Early September at the Global Gravity-based Groundwater Product (G3P) General Assembly in Zurich, FutureWater, along with 11 other consortium partners, gathered to present scientific results, project milestones, and discuss the way forward. For context, the G3P product monitors groundwater storage changes with global coverage at a monthly resolution (2002 – present) through a cross-cutting combination of GRACE and GRACE-FO satellite data. The product is being developed for operational implementation of the Essential Climate Variable (ECV) Groundwater into the Copernicus Climate Change Service.

As part of the project, FutureWater is responsible for validating the G3P product against in-situ groundwater observations in continental Spain (at pixel level) as well as use it to calibrate a Groundwater Drought Index and integrate it into InfoSequia which is FutureWater’s in-house Drought Early Warning System.

From FutureWater, Tania Imran presented the research findings from the validation case study in Spain while Sergio Contreras shared the technical workflow for the ingestion of the G3P product in InfoSequia.

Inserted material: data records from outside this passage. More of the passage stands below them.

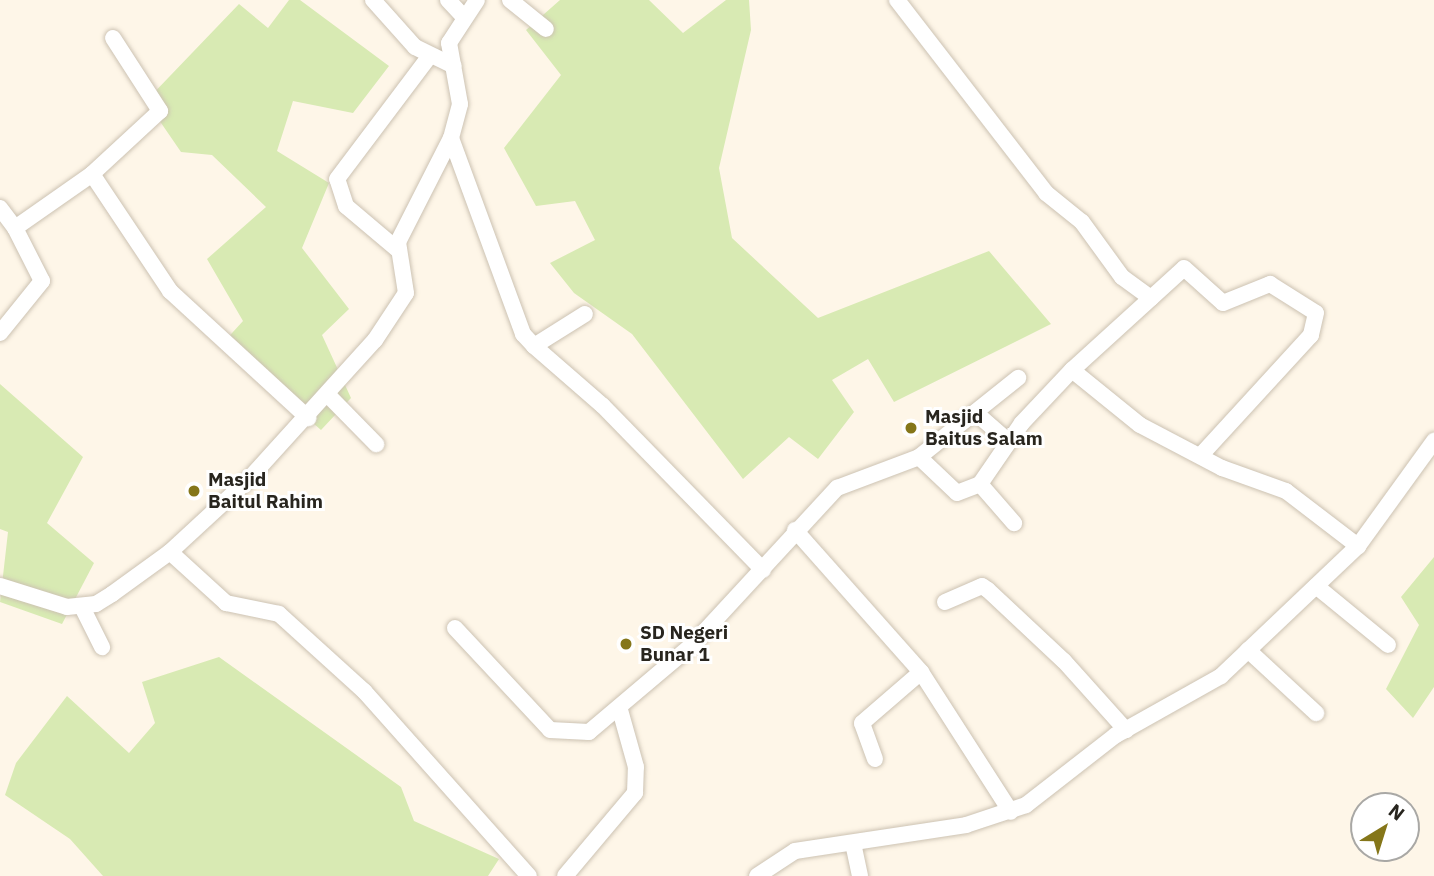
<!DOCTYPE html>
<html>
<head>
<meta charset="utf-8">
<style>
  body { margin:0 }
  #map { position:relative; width:1434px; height:876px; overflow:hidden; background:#fef6e8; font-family:"IBM Plex Sans",sans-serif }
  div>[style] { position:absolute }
  .green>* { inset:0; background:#d8eab3 }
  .roads { filter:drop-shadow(0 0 2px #ccc2b2) drop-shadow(0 0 2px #ccc2b2) }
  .street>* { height:16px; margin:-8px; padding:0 8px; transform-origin:8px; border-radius:8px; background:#fff }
  .dots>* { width:19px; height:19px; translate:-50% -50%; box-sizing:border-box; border:4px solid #fff; border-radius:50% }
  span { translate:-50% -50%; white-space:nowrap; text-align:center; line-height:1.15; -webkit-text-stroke:6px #fff; paint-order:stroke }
  .poi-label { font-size:19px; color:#28251e; font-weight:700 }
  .left { translate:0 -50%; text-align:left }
  .north { position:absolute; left:1350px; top:792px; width:70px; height:70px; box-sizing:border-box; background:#fff; border:2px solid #a9a8a5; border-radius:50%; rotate:38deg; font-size:19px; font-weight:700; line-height:28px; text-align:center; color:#28251e }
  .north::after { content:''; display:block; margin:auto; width:24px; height:32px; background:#857619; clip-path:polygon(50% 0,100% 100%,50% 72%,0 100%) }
</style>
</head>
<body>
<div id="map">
  <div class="green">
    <i style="clip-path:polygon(289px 0,300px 0,389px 66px,353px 113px,293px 101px,277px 151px,329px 183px,302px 248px,349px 309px,322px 335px,351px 398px,321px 430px,222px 344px,243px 321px,207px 259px,266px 207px,212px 155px,181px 152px,146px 101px,239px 4px,268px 28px)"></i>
    <i style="clip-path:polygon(560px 0,649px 0,683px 33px,726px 0,749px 0,751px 30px,719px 168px,732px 238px,818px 318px,989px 251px,1051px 324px,894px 402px,868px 359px,832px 380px,854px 412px,818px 459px,789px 437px,743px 479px,632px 334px,574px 293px,550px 263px,595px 240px,575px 201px,536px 206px,504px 148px,561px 75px,526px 30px)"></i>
    <i style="clip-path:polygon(0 384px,83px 457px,47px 523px,94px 563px,62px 624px,0 602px,8px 532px,0 529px)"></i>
    <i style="clip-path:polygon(1434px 557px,1434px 687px,1413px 718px,1386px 689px,1419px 625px,1401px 597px)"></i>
    <i style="clip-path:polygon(219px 657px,401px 787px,414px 821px,499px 859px,488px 876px,103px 876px,70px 839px,5px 795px,16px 763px,67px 696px,129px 753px,155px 723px,142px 682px)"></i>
  </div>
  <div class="roads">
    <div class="street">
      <i style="left:373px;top:0;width:63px;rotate:48.2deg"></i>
      <i style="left:415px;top:47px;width:43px;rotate:26deg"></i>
      <i style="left:448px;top:0;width:22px;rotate:47deg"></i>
      <i style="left:510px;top:0;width:46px;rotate:38.9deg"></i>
      <i style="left:897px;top:0;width:244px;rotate:52.3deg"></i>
      <i style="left:1046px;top:193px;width:46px;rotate:38.9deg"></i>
      <i style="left:1082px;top:222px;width:68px;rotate:54deg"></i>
      <i style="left:1122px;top:277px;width:36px;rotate:36deg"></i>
      <i style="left:113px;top:38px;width:87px;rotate:57.2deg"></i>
      <i style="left:160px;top:111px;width:93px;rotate:137.2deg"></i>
      <i style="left:92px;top:174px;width:141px;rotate:56.3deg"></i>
      <i style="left:170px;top:291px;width:188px;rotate:42.6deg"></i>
      <i style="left:451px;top:138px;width:209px;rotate:69.8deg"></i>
      <i style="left:523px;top:334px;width:16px;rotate:47deg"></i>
      <i style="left:534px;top:346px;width:60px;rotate:-32.1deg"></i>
      <i style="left:0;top:208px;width:25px;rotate:53deg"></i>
      <i style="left:15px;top:228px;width:94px;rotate:-35deg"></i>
      <i style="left:398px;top:250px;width:68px;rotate:-139.8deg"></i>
      <i style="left:346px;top:206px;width:28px;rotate:-108deg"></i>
      <i style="left:337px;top:179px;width:153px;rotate:-53deg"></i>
      <i style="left:0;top:333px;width:67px;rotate:-51.1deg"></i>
      <i style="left:42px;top:281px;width:59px;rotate:-117deg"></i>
      <i style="left:534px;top:346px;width:91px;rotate:41deg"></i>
      <i style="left:603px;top:406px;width:229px;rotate:45.7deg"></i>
      <i style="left:1072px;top:370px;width:87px;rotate:39deg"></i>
      <i style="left:1140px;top:425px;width:93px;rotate:27.7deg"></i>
      <i style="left:1222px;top:468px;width:68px;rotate:19.8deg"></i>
      <i style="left:1286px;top:491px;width:91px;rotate:37.4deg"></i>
      <i style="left:328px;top:395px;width:69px;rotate:45.6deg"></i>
      <i style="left:977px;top:414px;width:41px;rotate:41.1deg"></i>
      <i style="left:919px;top:457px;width:127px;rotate:-38.6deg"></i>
      <i style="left:980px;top:484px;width:52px;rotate:48.9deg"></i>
      <i style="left:795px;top:530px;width:190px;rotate:48.4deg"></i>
      <i style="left:921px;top:672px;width:166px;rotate:57.3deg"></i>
      <i style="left:170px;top:552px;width:76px;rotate:42.3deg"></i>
      <i style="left:226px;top:603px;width:54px;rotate:11.7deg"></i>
      <i style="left:279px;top:614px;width:115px;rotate:42.2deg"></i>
      <i style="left:364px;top:691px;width:248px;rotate:48.3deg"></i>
      <i style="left:0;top:586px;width:70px;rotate:17.4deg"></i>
      <i style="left:67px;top:607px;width:29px;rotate:-6deg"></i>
      <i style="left:96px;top:604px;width:19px;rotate:-32deg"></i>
      <i style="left:112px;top:594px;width:72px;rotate:-35.9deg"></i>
      <i style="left:170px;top:552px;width:106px;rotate:-42.7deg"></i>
      <i style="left:248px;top:480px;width:189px;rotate:-47.8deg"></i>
      <i style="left:375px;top:340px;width:56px;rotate:-56.6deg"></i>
      <i style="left:406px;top:293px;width:52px;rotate:-98.9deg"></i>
      <i style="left:398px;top:242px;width:117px;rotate:-63deg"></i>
      <i style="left:451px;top:138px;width:35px;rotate:-75deg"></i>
      <i style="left:460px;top:104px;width:62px;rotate:-100.2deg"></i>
      <i style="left:449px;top:43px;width:51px;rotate:-56.9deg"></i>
      <i style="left:1316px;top:586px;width:93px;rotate:39.3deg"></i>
      <i style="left:945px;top:602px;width:40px;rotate:-23.4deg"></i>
      <i style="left:982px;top:586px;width:7px;rotate:34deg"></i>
      <i style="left:988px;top:590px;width:104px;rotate:43.1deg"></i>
      <i style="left:1064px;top:661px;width:93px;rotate:48.1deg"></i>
      <i style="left:82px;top:607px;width:45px;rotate:63.4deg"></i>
      <i style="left:455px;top:628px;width:139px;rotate:47deg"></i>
      <i style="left:550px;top:730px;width:39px;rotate:3deg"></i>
      <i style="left:589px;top:732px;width:135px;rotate:-40.2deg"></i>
      <i style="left:692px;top:645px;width:214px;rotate:-47.3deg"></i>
      <i style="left:837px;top:488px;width:88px;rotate:-20.7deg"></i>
      <i style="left:919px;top:457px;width:52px;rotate:43.5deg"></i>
      <i style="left:957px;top:493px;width:25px;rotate:-21deg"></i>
      <i style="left:980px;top:484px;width:74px;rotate:-55.5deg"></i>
      <i style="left:1022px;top:423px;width:73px;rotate:-46.7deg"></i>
      <i style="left:1072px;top:370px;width:151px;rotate:-42.3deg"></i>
      <i style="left:1184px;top:268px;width:52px;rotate:41.9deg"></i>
      <i style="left:1223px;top:303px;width:51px;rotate:-22deg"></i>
      <i style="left:1270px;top:284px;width:54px;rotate:32.2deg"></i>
      <i style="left:1316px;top:313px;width:23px;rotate:103deg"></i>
      <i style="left:1311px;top:335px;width:164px;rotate:132.5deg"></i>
      <i style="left:1248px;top:650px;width:93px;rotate:42.8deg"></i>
      <i style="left:875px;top:759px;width:38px;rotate:-110deg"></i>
      <i style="left:862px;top:723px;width:78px;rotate:-40.8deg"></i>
      <i style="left:853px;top:843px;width:34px;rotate:78deg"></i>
      <i style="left:565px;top:876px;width:109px;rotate:-49.9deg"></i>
      <i style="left:635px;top:793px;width:26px;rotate:-88deg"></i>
      <i style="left:636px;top:767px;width:59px;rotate:-105.7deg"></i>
      <i style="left:757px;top:876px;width:45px;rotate:-33.3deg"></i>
      <i style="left:795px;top:851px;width:173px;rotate:-8.6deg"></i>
      <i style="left:966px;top:825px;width:63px;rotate:-18.4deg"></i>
      <i style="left:1026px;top:805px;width:114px;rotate:-37.9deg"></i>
      <i style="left:1116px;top:735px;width:120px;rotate:-29.3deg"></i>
      <i style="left:1221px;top:676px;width:189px;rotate:-43.5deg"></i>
      <i style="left:1358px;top:546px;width:130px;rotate:-54.1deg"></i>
    </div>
  </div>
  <div class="dots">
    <i style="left:911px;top:428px;background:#857619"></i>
    <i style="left:194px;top:491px;background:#857619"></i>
    <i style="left:626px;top:644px;background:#857619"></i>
  </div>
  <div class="poi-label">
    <span class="left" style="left:925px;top:428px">Masjid<br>Baitus Salam</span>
    <span class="left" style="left:208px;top:491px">Masjid<br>Baitul Rahim</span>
    <span class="left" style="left:640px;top:644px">SD Negeri<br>Bunar 1</span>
  </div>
  <div class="north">N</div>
</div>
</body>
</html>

Different statistical metrics were adopted to assess the correlation between the GRACE-groundwater storage anomalies and in-situ groundwater index. Cross-correlations, obtained at 0.5-degree resolution, were presented followed by a discussion on the spatial patterns observed and the potential influence of local hydro(geo)logical conditions on the results.

As the groundwater storage anomaly is derived by accounting for changes in glaciers, snow, soil moisture and surface water, other consortium partners responsible for developing these accounts also shared insights on the most optimal approach to compute water storage variations in such compartments.

Since the project is now in its concluding phase, FutureWater is condensing the research findings in a report that will highlight the performance of G3P in continental Spain and show how the product can refine drought early warning systems.